In the original watflow model, “groundwater fow in the elements above the water table is impeded through an ad-hoc exponential relationship between the pressure head p and some artificial "saturation" S:

S(p) = Sr + (1 ¡ Sr)e[sup]?p[/sup]  for p < 0

Where Sr is a residual “saturation” and ? is a parameter controlling the exponential drop-off from full to residual “saturation”.  Partial “saturation” of the elements results in a lower hydraulic conductivity, impeding groundwater flow. This is accomplished by scaling the relative permeability of an element according to its “saturation”: kr = S(p). The conductivity K is now replaced by krK.
Similar to the deforming mesh algorithm, the flow equation is solved with hydraulic head as the state variable. Convergence criteria are imposed for hydraulic head and the "saturation" updates.”

So in the original model I input a residual saturation (0.1 (unitless)) and a fitting parameter (0.2 (unitless)). From my understanding theses parameters would somehow relate to the scaling of sources/sinks by pseudosaturation which is defined through the “residual water depth for unconfined layers” in meters.

As suggested by other posts on the forum, I have tried increasing the value of this parameter.

What I have noticed is that higher the residual water depth value, the less oscillations I have in my errors from one iteration to the other, the error reaches a plateau at a lower value and my head distribution is more realistic. It’s good! (Although the minimum error seems to reach a minimum 0.0003 with a residual water depth of 1 (10 and 100 give similar results to 1). But I remain unclear as to what this “residual water depth for unconfined layers” does exactly, how it affects the rest of my model. Is there a maximum value? How does it relate to the residual saturation?

Thank you again for your help.

Dear Debora,

If you are looking for a mathematical formation, which expresses the non-linearity between saturation and pressure, then I would recommend you to switch to the Richards-equation in FEFLOW. Here you will need to apply an empirical model, e.g. van Genuchten, to describe reduction of conductivity and others behaviors.

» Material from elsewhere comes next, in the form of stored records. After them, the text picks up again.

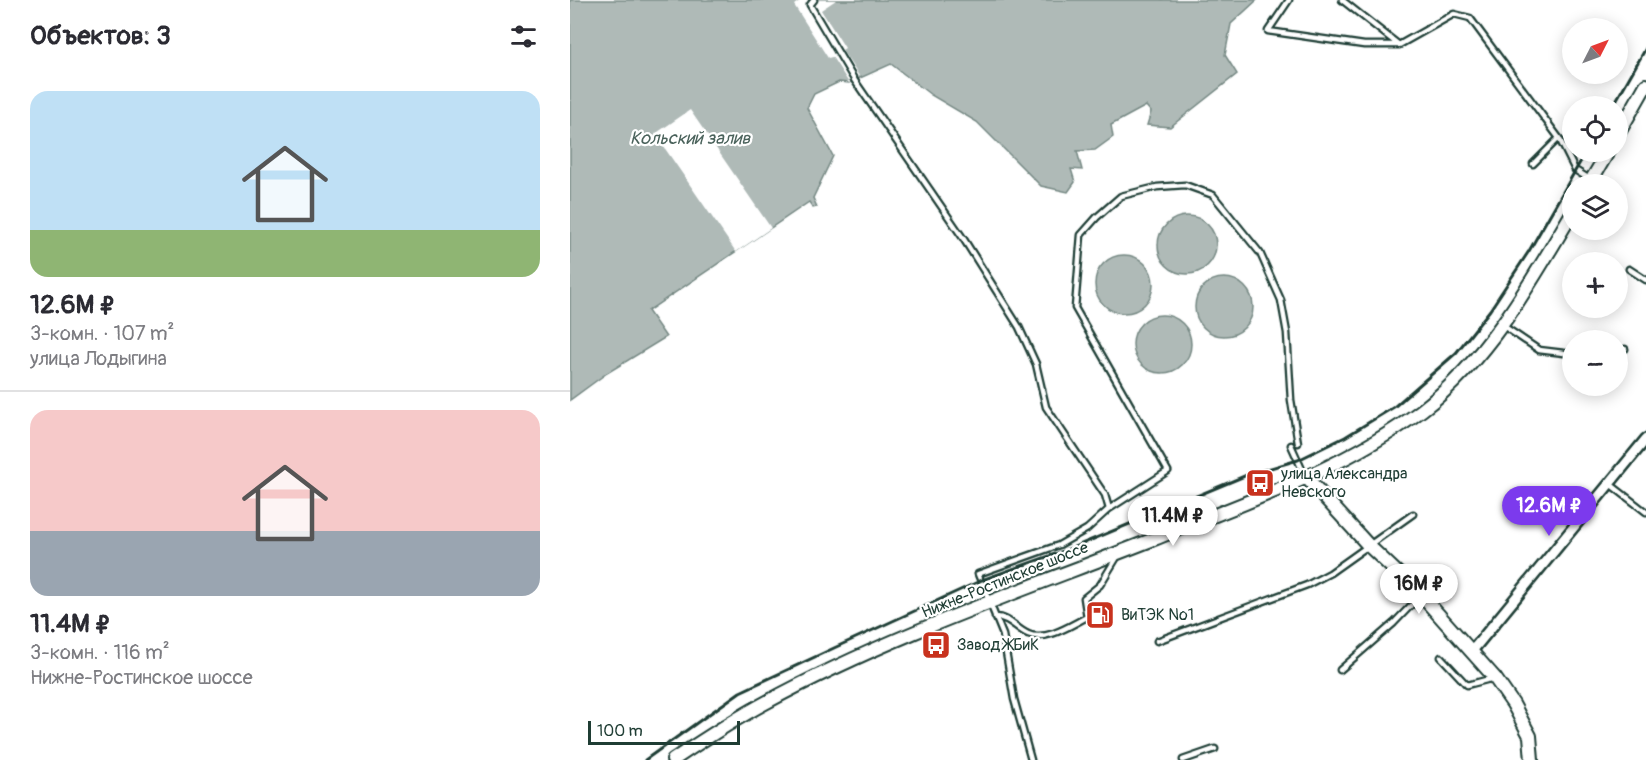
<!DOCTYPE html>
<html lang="ru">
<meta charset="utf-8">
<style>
body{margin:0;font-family:Pangolin,sans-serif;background:#f2f2f3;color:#2b2b33;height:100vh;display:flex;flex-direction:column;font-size:22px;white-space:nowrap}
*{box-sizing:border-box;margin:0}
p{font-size:20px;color:#7c7c81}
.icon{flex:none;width:33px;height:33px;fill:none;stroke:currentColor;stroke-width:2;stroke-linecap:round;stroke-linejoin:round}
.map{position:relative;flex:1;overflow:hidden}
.details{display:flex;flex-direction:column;background:#fff;width:570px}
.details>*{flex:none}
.needle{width:39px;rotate:48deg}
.controls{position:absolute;left:992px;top:18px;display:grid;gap:12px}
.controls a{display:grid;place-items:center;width:66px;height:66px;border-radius:50%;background:#fff;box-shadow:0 3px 15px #0003;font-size:30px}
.scale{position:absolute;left:18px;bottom:15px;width:152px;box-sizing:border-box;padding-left:6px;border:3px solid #1f3d34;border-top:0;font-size:16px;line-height:21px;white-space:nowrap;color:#1f3d34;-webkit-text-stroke:4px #fff;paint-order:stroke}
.price{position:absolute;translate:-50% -51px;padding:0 14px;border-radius:21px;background:#fff;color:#222;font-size:20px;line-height:39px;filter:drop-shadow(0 2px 3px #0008)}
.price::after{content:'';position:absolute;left:50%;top:36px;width:18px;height:14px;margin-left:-9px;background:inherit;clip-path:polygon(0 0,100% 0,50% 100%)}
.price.active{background:#7c3aed;color:#fff}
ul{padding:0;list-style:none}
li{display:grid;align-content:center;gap:12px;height:318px;padding:0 30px}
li+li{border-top:2px solid #e1e1e2}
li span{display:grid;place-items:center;height:186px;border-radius:18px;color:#555}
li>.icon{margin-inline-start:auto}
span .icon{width:108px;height:108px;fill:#fffc;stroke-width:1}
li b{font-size:26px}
h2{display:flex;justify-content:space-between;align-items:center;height:72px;padding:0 30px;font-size:26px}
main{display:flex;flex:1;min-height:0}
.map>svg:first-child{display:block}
.water{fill:#afbab7;stroke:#758883;stroke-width:1.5}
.pier{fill:#fff}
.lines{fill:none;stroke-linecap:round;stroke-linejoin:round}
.lane-casing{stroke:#1f3d34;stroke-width:9}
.street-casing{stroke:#1f3d34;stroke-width:14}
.secondary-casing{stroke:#1f3d34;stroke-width:16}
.lane{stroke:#fff;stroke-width:4.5}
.street{stroke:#fff;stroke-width:9}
.secondary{stroke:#fff;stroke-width:12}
.rail{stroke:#1f3d34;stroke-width:3}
.labels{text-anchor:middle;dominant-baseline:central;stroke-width:4.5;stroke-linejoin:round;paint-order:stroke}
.poi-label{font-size:16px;fill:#1f3d34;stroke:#fff;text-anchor:start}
.street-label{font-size:16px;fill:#1f3d34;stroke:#fff}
.water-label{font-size:18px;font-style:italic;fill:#4a625b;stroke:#fff}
</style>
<main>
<section class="details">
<h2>Объектов: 3<svg class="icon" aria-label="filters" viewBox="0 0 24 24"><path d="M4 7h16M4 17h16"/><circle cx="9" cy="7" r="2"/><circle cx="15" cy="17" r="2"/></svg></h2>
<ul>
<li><span style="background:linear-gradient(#bfe0f5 75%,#8fb573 0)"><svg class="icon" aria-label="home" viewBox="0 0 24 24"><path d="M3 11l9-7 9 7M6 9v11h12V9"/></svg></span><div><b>12.6M ₽</b><p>3-комн. · 107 m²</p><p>улица Лодыгина</p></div></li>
<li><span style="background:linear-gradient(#f6c9c9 65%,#9aa5b1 0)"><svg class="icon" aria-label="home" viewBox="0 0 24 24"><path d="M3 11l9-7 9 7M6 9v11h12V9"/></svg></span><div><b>11.4M ₽</b><p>3-комн. · 116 m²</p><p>Нижне-Ростинское шоссе</p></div></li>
</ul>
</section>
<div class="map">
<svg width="1076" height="760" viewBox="0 0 1076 760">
<rect width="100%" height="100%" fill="#fff"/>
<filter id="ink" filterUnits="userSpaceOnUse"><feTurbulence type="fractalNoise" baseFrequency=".0167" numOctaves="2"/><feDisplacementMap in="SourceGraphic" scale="12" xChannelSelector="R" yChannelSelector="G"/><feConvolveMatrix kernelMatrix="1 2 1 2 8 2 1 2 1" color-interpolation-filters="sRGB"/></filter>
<g filter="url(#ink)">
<path class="water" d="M0 0H687L661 24 655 55 667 74 600 127 577 125 581 112 576 106 541 125 543 137 525 150 507 151 512 170 501 169 505 182 498 192 471 186 407 122 361 95 321 64 279 83 269 82 244 94 237 108 263 156 243 198 247 207 243 208 239 202 78 311 96 337 37 373 0 400Z
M588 245a29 29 0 1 1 58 0a29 29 0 1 1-58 0Z
M525 284a29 29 0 1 1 58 0a29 29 0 1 1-58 0Z
M625 307a29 29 0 1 1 58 0a29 29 0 1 1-58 0Z
M563 344a29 29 0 1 1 58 0a29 29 0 1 1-58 0Z"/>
<path class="pier" d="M231 0H266L251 10 275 48 272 50 289 76 279 83 262 57 258 58 224 5Z
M120 110 201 228 166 252 85 134Z"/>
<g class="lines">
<g class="lane-casing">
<path id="lane" d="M244 0 240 5 285 81 393 238 449 327 466 364 476 407 535 495 539 509
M719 0 698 31 794 45H829L884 14 900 18 989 138 1005 170 1021 180
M772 0 829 45
M963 164 989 138
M1059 269 1076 280
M932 325 969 350 1002 354
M1047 353 1055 349
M721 445 735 476
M1040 484 1076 512
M425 617C440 617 446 629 458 634 476 642 501 625 517 617L514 598 530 585 547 557
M587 641 737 585 760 573 843 514
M871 657 897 685 924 678
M770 670 824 623 850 596
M461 760 444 699 433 635 408 574 489 545 517 529 539 509 598 471 505 308 511 235 527 217 551 196 587 187 615 185 643 195 690 253 711 300 717 333 721 400 728 443
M613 760 645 749"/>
</g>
<g class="street-casing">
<path id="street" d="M902 651 1076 439"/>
</g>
<g class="secondary-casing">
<path id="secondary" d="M1047 136 1076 85
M1019 184 1038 152
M735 476 799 546 851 595 925 678 943 704 960 736 962 760
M103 760C133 740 163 720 195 703 318 636 454 590 584 539 674 503 773 470 852 410 917 360 961 283 1002 213"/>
</g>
<use href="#lane" class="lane"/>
<use href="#street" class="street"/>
<use href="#secondary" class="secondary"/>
<path class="rail" d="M1043 106 1076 48
M75 760 170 692 264 648 412 580 502 548 677 475 728 460 775 437 824 407 886 353 920 310 959 251 1016 152"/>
</g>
</g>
<defs>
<g id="bus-square" transform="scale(1.5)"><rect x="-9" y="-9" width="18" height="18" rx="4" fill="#c8321e" stroke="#fff"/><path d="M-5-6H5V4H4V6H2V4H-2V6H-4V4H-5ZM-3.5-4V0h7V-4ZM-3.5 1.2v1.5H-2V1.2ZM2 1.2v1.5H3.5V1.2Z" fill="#fff"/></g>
<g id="fuel-square" transform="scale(1.5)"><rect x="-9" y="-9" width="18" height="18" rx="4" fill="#c8321e" stroke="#fff"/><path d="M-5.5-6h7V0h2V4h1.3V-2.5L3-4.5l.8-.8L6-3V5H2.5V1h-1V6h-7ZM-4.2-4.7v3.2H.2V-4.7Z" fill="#fff"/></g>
</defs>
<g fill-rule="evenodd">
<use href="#bus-square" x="690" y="483"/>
<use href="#fuel-square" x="530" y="615"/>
<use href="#bus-square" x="366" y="645"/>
</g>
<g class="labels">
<g class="poi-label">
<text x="711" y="474">улица Александра<tspan x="711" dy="18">Невского</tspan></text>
<text x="551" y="615">ВиТЭК №1</text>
<text x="387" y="645">Завод ЖБиК</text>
</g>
<g class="street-label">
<text transform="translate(435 580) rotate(-22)">Нижне-Ростинское шоссе</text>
</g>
<g class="water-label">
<text x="120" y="138">Кольский залив</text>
</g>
</g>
</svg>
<div class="controls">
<a><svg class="needle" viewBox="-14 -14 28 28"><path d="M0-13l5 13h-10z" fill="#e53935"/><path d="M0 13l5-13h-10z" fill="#7c7c81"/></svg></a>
<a><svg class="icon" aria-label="locate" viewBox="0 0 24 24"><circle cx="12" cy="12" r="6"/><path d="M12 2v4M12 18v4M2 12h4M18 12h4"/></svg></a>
<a><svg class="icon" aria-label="layers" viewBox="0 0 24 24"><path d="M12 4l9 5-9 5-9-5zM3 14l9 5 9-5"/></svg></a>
<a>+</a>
<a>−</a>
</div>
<div class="scale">100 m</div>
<b class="price active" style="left:979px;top:537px">12.6M ₽</b>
<b class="price" style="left:603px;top:547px">11.4M ₽</b>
<b class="price" style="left:849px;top:615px">16M ₽</b>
</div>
</main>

About the residual water depth, this could be interpreted as the residual water content. In some Soil Physics books, you will find that saturation can be expressed as the so-called saturation length or saturation depth. If you take an one-meter soil column and you include only the residual water content into it, the column of water inside this container is named residual water depth.

Cheers,

Carlos

Dear Carlos,

It is still ambiguous as to what the “saturation length or depth” means.  I consulted as few soils physics book and I have only come across residual saturation defined as a ratio or a percentage.
In your explanation you refer to a one meter tall soil column, would this mean that feflow calculates the residual saturation as follows:

Sr= residual water depth input by users(m)/1m

In this case the residual water depth would have to be < 1 … however feflow doesn’t limit the input value … inputting 1 or 100 give sensibly the same results.

Thank you for the help,
Debora

[quote author=Blair link=topic=2084.msg4724#msg4724 date=1400116713]
Recharge is assigned using the material property "In/out flow on top/bottom" rather than a BC.
[/quote]
One last question ... how about in 2-D is the recharge also a material property (if so, which one?) or do we apply it as a 2nd type Boundary Condition?

All the help is greatly appreciated!

Debora

2D vertical or 2D horizontal?

I assume you're referring to 2D vertical (cross sectional model) in which case recharge would be assigned through a Fluid Flux BC along the top nodes, rather than the in/outflow material property, which applies to element faces.

My next question would be: is your model solving the standard saturated groundwater flow equations, or Richard's equation for unsaturated/partially saturated conditions? There are difficulties with using fluid flux BCs in 2D unsaturated models as recharge is usually applied at the surface, which is normally unsaturated.

Hi Blair,

My 2-D model is vertical indeed. I am simulating Richard's equation for unsaturated/partially saturated conditions. I did apply the recharge as a Fluid Flux BC. However my model gives heads that are higher than the highest elevation of my model … I am suspecting that it is somehow related to the recharge. I have tried applying a maximum hydraulic head constraint to my Fluid Flux BC but it did not make a difference…

Thanks for helping

Debora

The problem is that when saturation < 1, relative conductivity is reduced according to the Van Genuchten equations (or whatever method you have selected). So the large heads are the result of introducing water mass into a very low (relative) conductivity material.

There are two approaches to manage this:

1) apply recharge BCs just below the modelled water table where s = 1.
2) adjust the Van Genuchten parameters so that Kr is not reduced so severely above the watertable.

I'd suggest you have a read of the help or documentation for unsaturated flow modelling.